Mölzer: EU-Außenministertreffen - Abgrenzung von aggressiver US-Nahostpolitik notwendig!

Lösung der Kosovo-Frage nur mit Einverständnis Serbiens möglich

Wien (OTS) - Serbien in der Kosovo-Frage vor den Kopf zu stoßen
sei der falsche Weg, sagte der freiheitliche EU-Abgeordnete Andreas Mölzer vor dem heutigen Treffen der EU-Außenminister. In diesem Zusammenhang sprach sich Mölzer klar dagegen aus, Belgrad mit der europäischen Perspektive unter Druck zu setzten, damit es auf seine Provinz verzichte.
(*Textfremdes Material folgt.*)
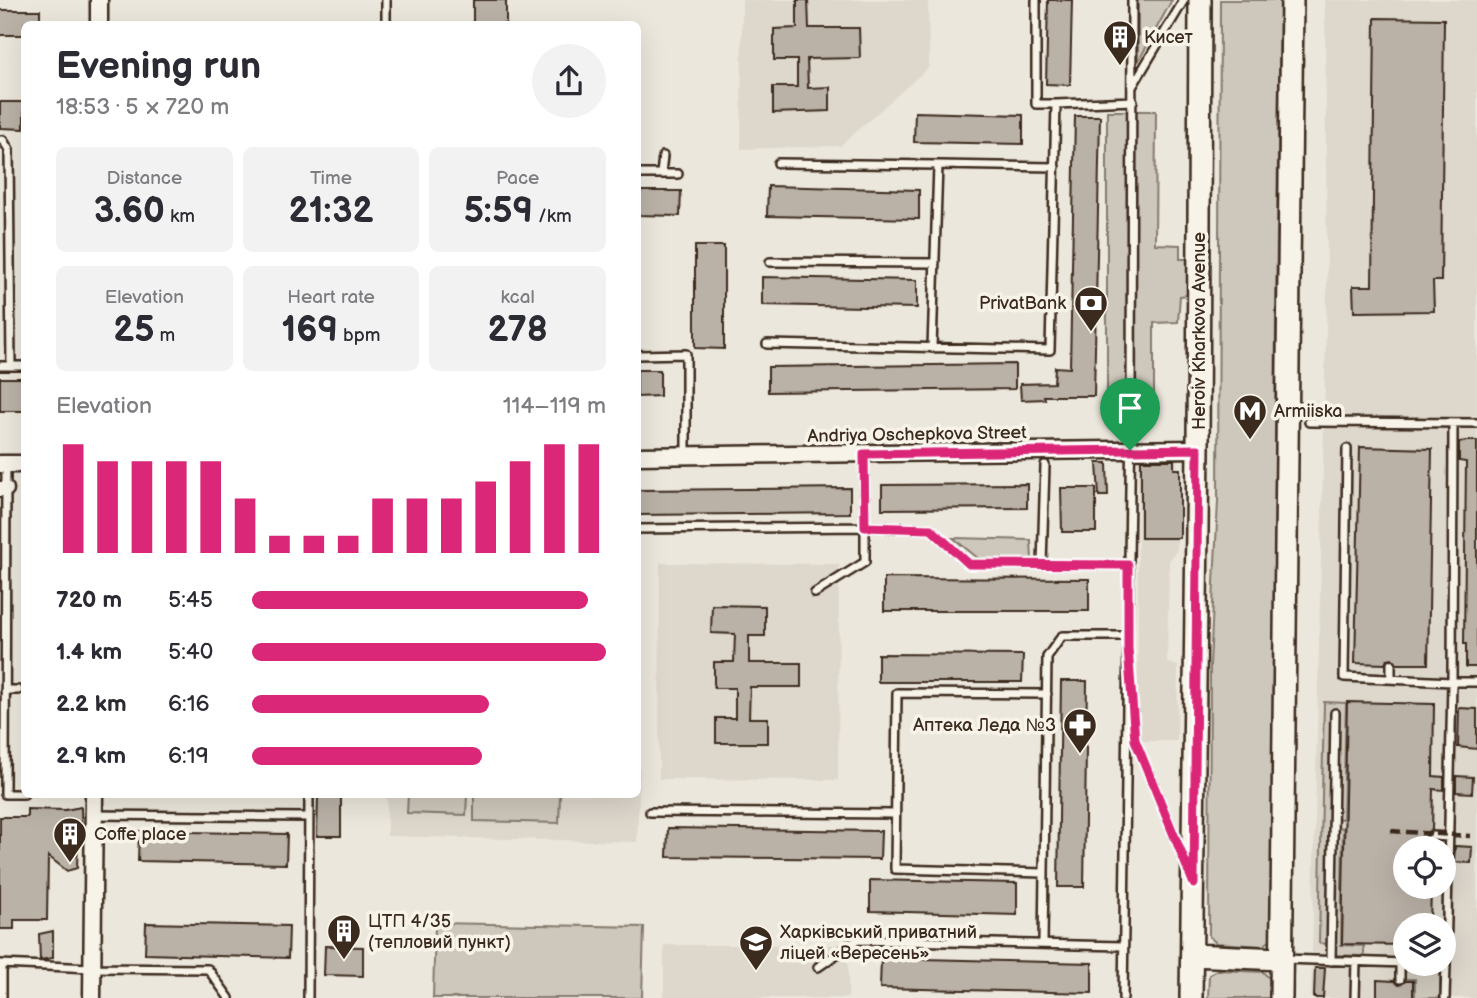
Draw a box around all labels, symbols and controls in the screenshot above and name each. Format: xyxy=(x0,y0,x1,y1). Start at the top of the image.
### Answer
building icon: Кисет xyxy=(1101,18,1139,67)
place label: Кисет xyxy=(1144,27,1194,48)
text: Evening run xyxy=(56,44,261,89)
button: share xyxy=(532,44,606,118)
text: 18:53 · 5 × 720 m xyxy=(56,93,229,121)
text: Distance xyxy=(106,167,182,190)
text: Time xyxy=(310,167,352,190)
text: Pace xyxy=(496,167,539,190)
text: 3.60 xyxy=(94,190,165,233)
text: 21:32 xyxy=(289,190,373,233)
text: 5:59 xyxy=(464,190,533,233)
text: km xyxy=(165,205,195,228)
text: /km xyxy=(533,205,572,228)
street label: Heroiv Kharkova Avenue xyxy=(1189,232,1210,430)
bank icon: PrivatBank xyxy=(1072,284,1110,333)
text: Elevation xyxy=(105,286,184,309)
text: Heart rate xyxy=(287,286,375,309)
text: kcal xyxy=(501,286,535,309)
place label: PrivatBank xyxy=(979,293,1066,314)
text: 25 xyxy=(113,309,154,352)
text: 169 xyxy=(281,309,338,352)
text: 278 xyxy=(487,309,548,352)
text: m xyxy=(154,324,175,347)
text: bpm xyxy=(338,324,381,347)
pin xyxy=(1100,378,1160,450)
icon: arrive xyxy=(1111,389,1149,427)
text: Elevation xyxy=(56,392,152,420)
text: 114–119 m xyxy=(503,392,606,420)
metro station icon: Armiiska xyxy=(1231,392,1269,441)
place label: Armiiska xyxy=(1274,401,1342,422)
street label: Andriya Oschepkova Street xyxy=(807,422,1027,447)
text: 720 m xyxy=(56,586,122,614)
text: 5:45 xyxy=(168,586,213,614)
text: 1.4 km xyxy=(56,638,122,666)
text: 5:40 xyxy=(168,638,213,666)
text: 2.2 km xyxy=(56,690,127,718)
text: 6:16 xyxy=(168,690,210,718)
pharmacy icon: Аптека Леда №3 xyxy=(1061,706,1099,755)
place label: Аптека Леда №3 xyxy=(912,715,1056,736)
text: 2.9 km xyxy=(56,742,126,770)
text: 6:19 xyxy=(168,742,209,770)
building icon: Coffe place xyxy=(51,815,89,864)
place label: Coffe place xyxy=(94,824,187,845)
map controls xyxy=(1393,836,1456,976)
button: locate xyxy=(1393,836,1456,899)
place label: ЦТП 4/35 (тепловий пункт) xyxy=(368,911,511,953)
building icon: ЦТП 4/35 (тепловий пункт) xyxy=(325,912,363,961)
button: layers xyxy=(1393,913,1456,976)
place label: Харківський приватний ліцей «Вересень» xyxy=(780,922,977,964)
school or university icon: Харківський приватний ліцей «Вересень» xyxy=(737,923,775,972)

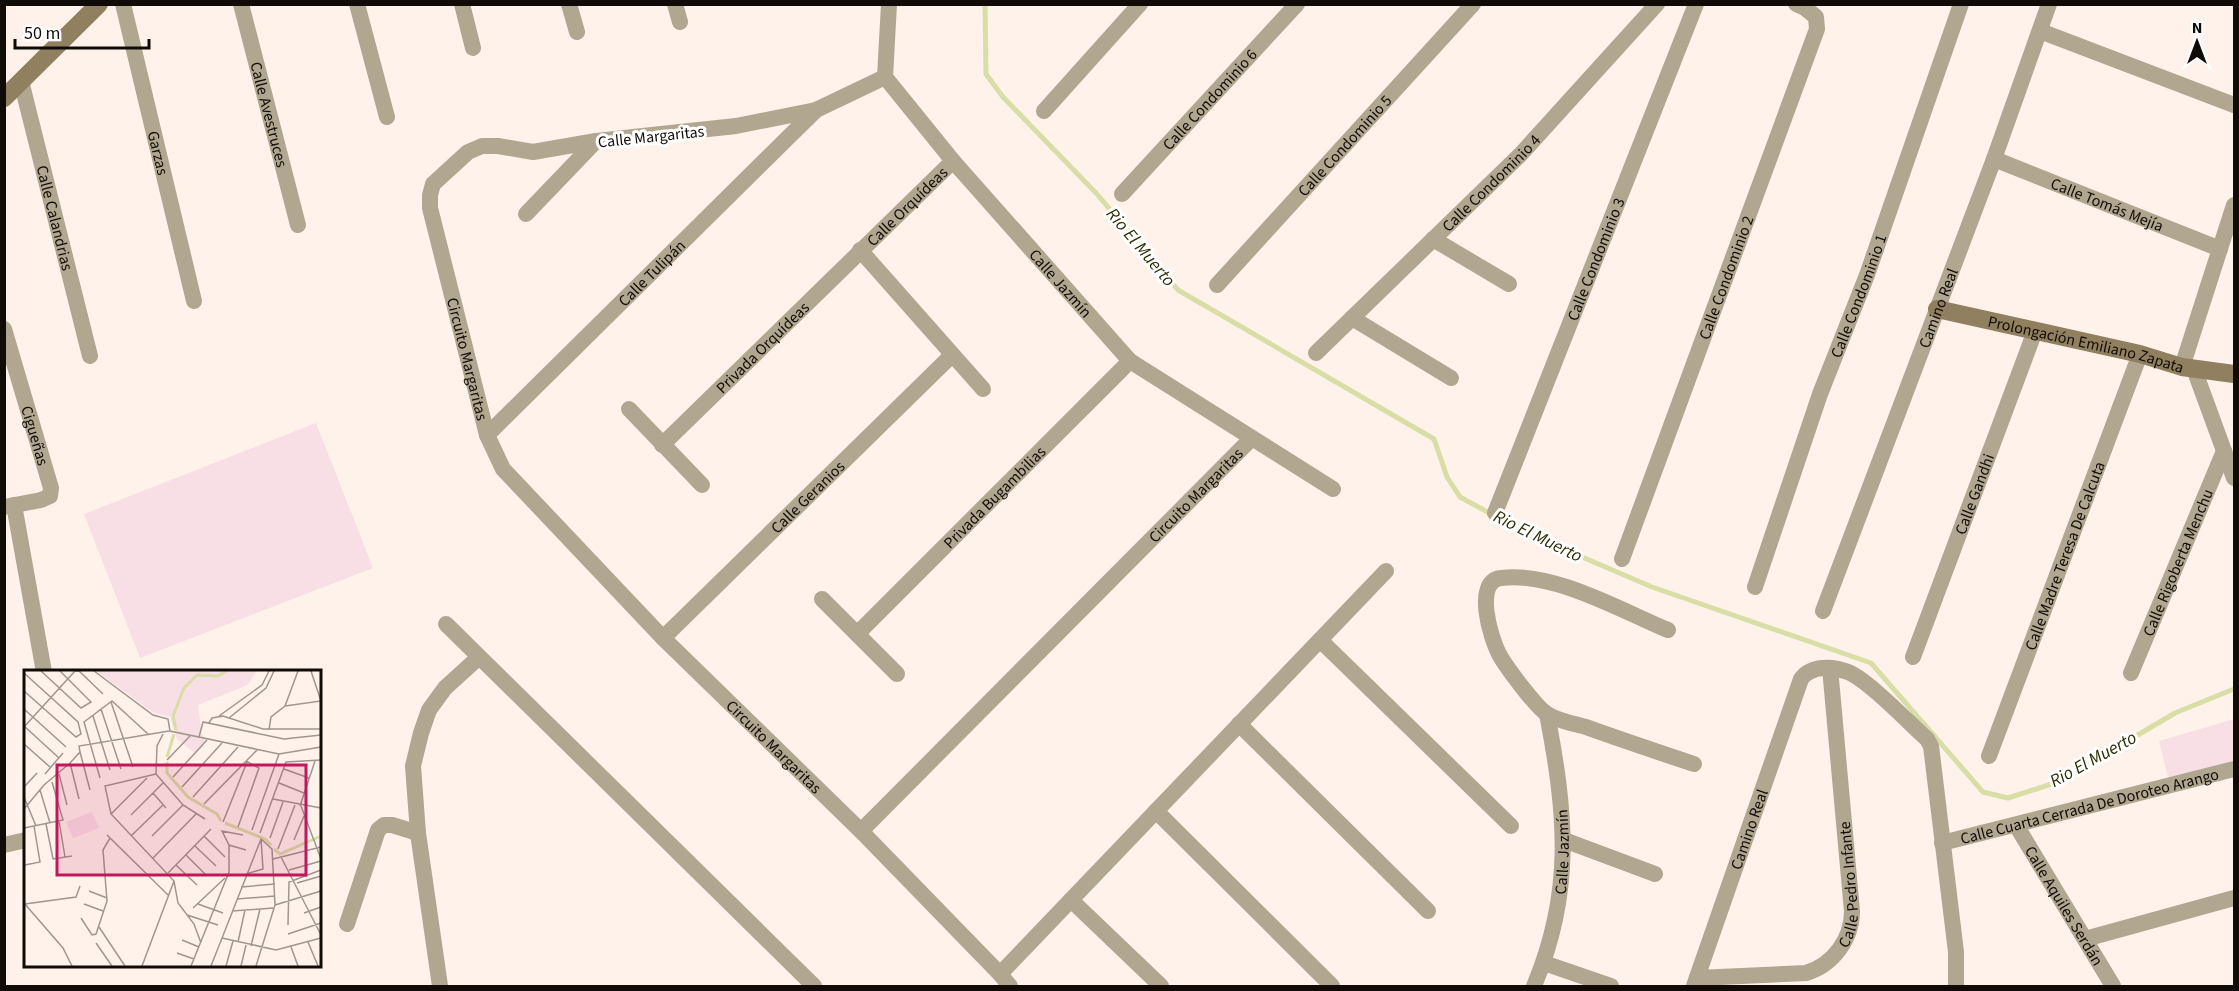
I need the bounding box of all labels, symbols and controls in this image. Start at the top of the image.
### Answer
scale bar [15,12,148,50]
north arrow [2167,12,2227,72]
text: N [2192,17,2202,39]
text: 50 m [24,21,60,46]
street label: Calle Condominio 6 [1158,44,1262,155]
street label: Calle Avestruces [244,60,293,170]
street label: Calle Condominio 5 [1293,90,1397,202]
street label: Calle Margaritas [597,120,706,154]
street label: Garzas [142,129,174,178]
street label: Calle Condominio 4 [1437,130,1546,237]
street label: Calle Orquídeas [862,162,953,252]
street label: Calle Calandrias [31,163,78,273]
street label: Calle Tomás Mejía [2047,173,2167,237]
street label: Calle Condominio 3 [1562,195,1630,324]
water label: Rio El Muerto [1100,203,1181,292]
street label: Calle Condominio 2 [1694,213,1759,343]
street label: Calle Condominio 1 [1825,231,1892,361]
street label: Calle Tulipán [613,235,691,312]
street label: Calle Jazmín [1024,244,1097,323]
street label: Camino Real [1913,265,1964,351]
street label: Circuito Margaritas [441,295,493,423]
street label: Privada Orquídeas [711,297,815,399]
street label: Prolongación Emiliano Zapata [1986,311,2187,379]
street label: Cigueñas [15,403,54,469]
street label: Privada Bugambilias [939,441,1051,554]
street label: Circuito Margaritas [1144,443,1248,548]
street label: Calle Gandhi [1950,451,2000,538]
street label: Calle Geranios [766,456,850,539]
street label: Calle Madre Teresa De Calcuta [2020,459,2111,653]
street label: Calle Rigoberta Menchu [2138,486,2219,640]
water label: Rio El Muerto [1489,504,1586,569]
inset map [24,670,321,967]
street label: Circuito Margaritas [721,695,826,799]
water label: Rio El Muerto [2045,725,2141,794]
street label: Calle Cuarta Cerrada De Doroteo Arango [1958,763,2221,850]
street label: Camino Real [1725,786,1774,873]
street label: Calle Jazmín [1550,809,1575,896]
street label: Calle Pedro Infante [1833,821,1864,952]
street label: Calle Aquiles Serdán [2019,842,2108,970]

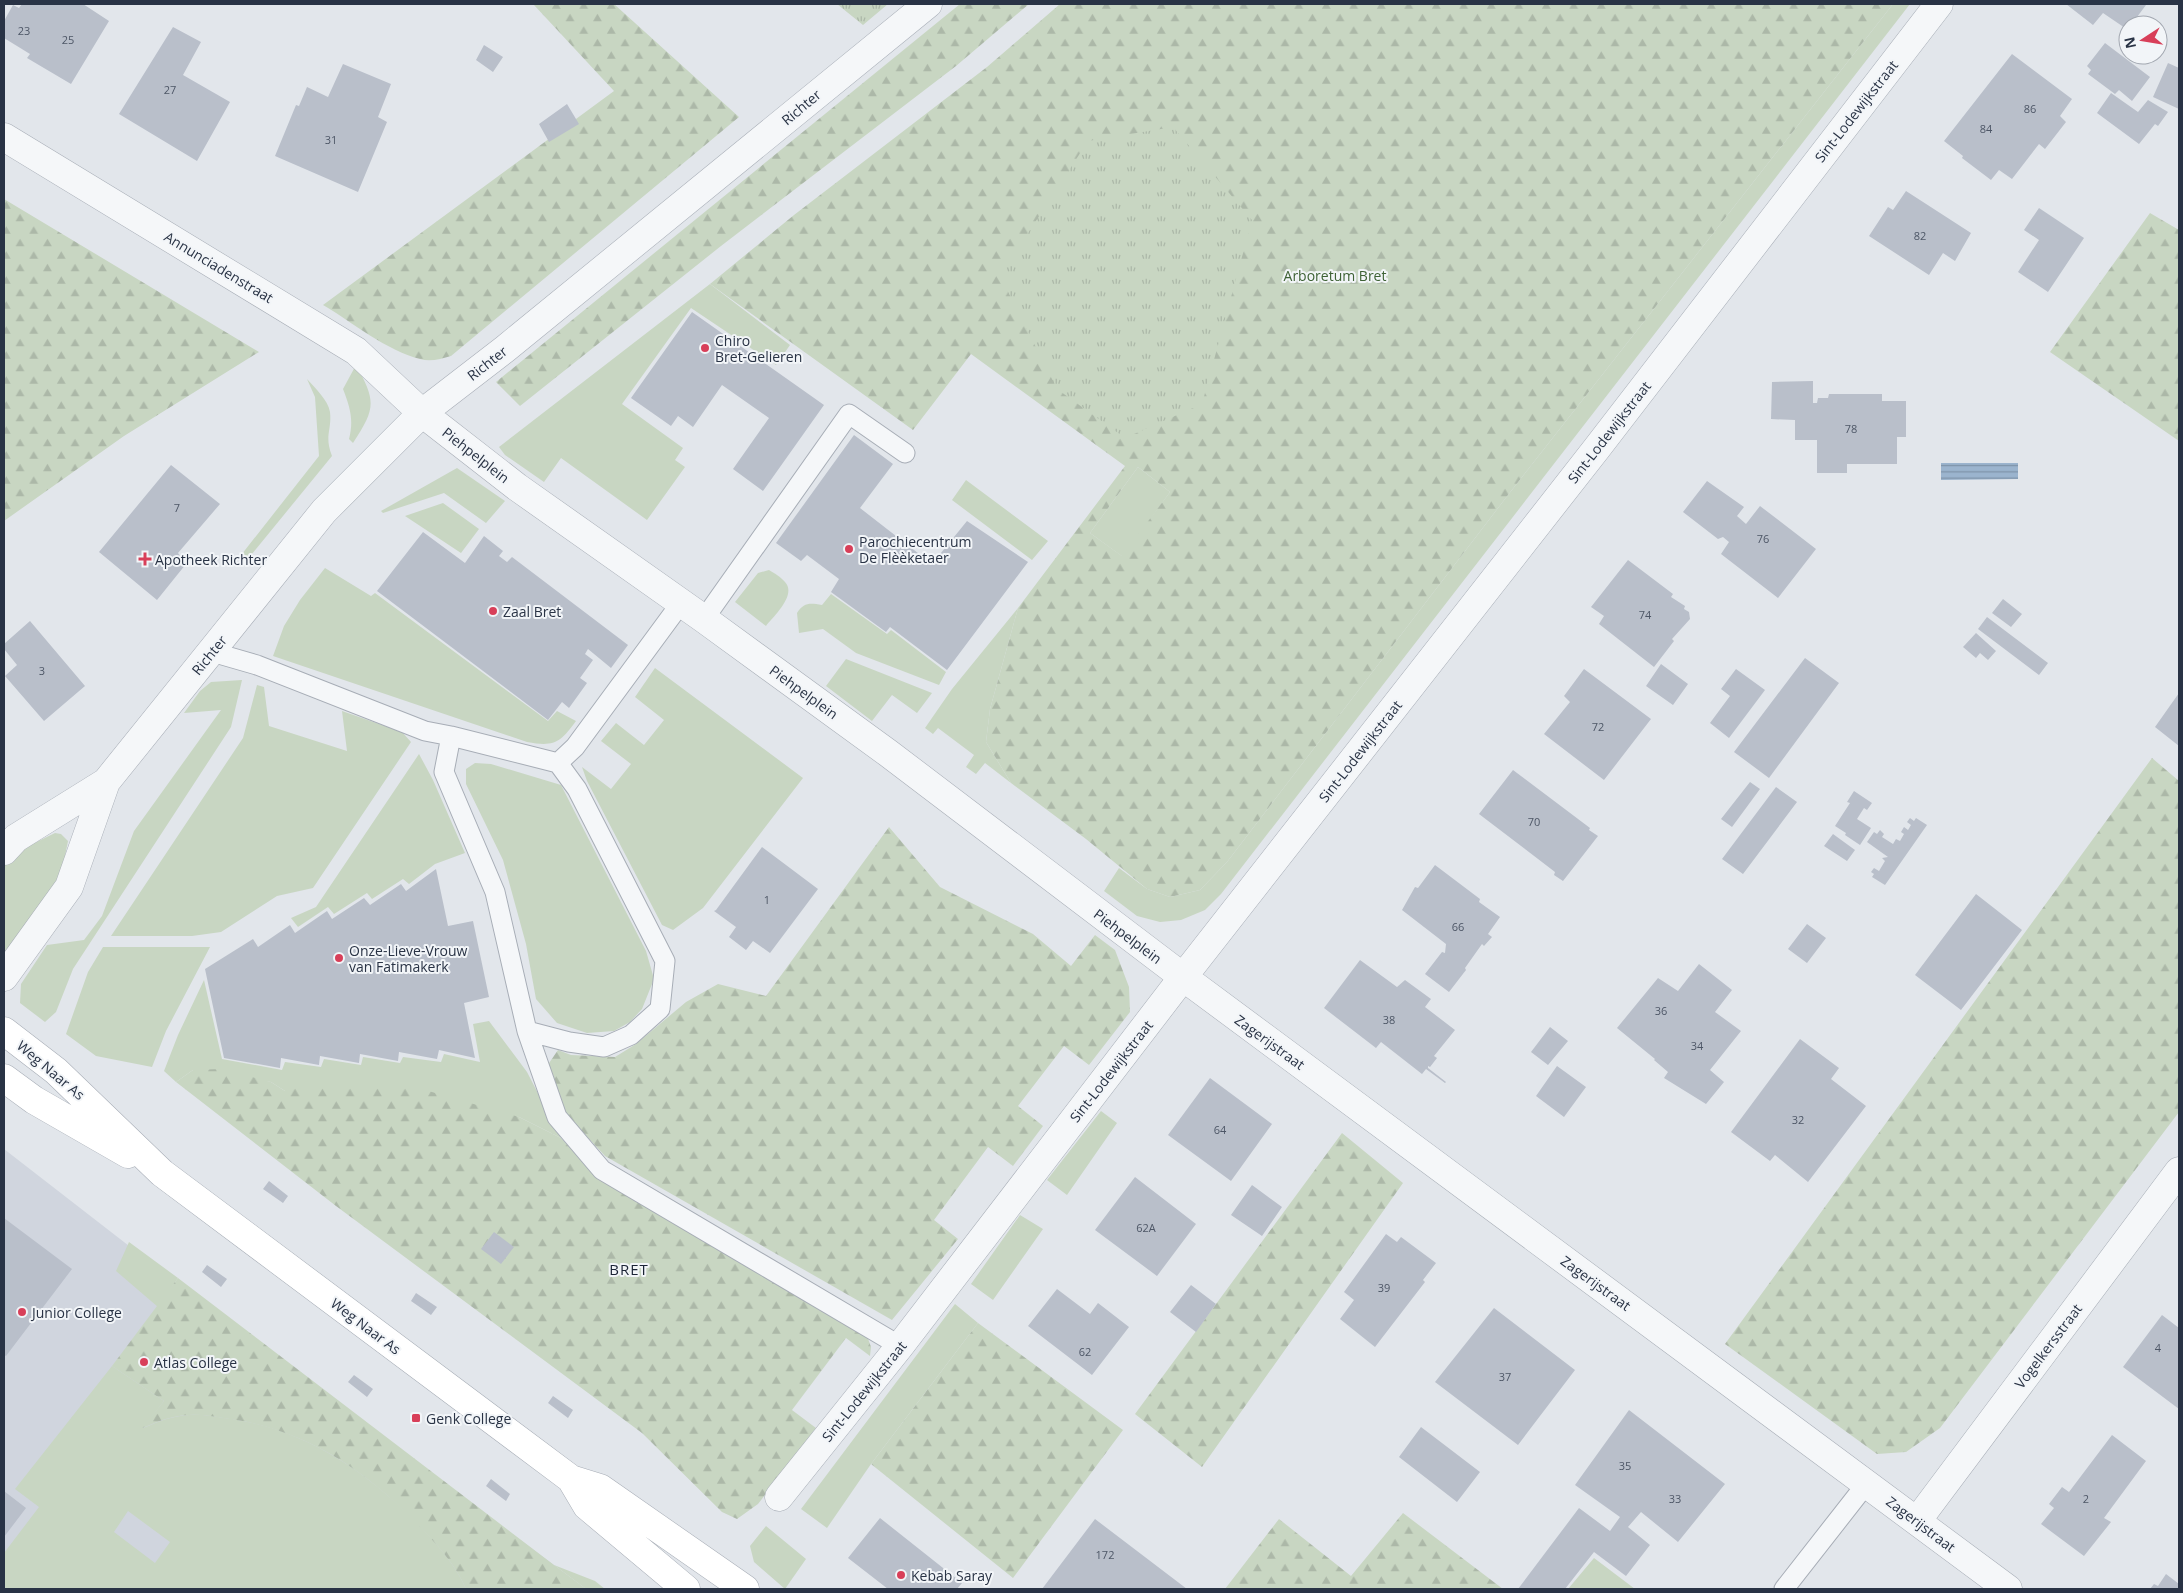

Schließlich sei Serbien ein europäisches Land, auch wenn ein möglicher EU-Beitritt noch in einer fernen Zukunft liege. Außerdem sollte die EU, die sonst immer so viel Wert auf die Achtung der Grundsätze der Charta der Vereinten Nationen legt, bedenken, daß die UNO-Resolution 1244 den Kosovo der Souveränität Serbiens unterstellt hat, betonte der freiheitliche EU-Mandatar. Auch sei fraglich, ob sich Brüssel bewußt sei, was eine De-facto-Unabhängigkeit des Kosovo bedeute. Denn in diesem Fall sei eine Kettenreaktion möglich, die den südlichen Balkan destabilisieren könnte. Und was werde die EU unternehmen, wenn erneut blutige Konflikte ausbrechen. Werde Brüssel dann die USA um Hilfe rufen, fragte Mölzer.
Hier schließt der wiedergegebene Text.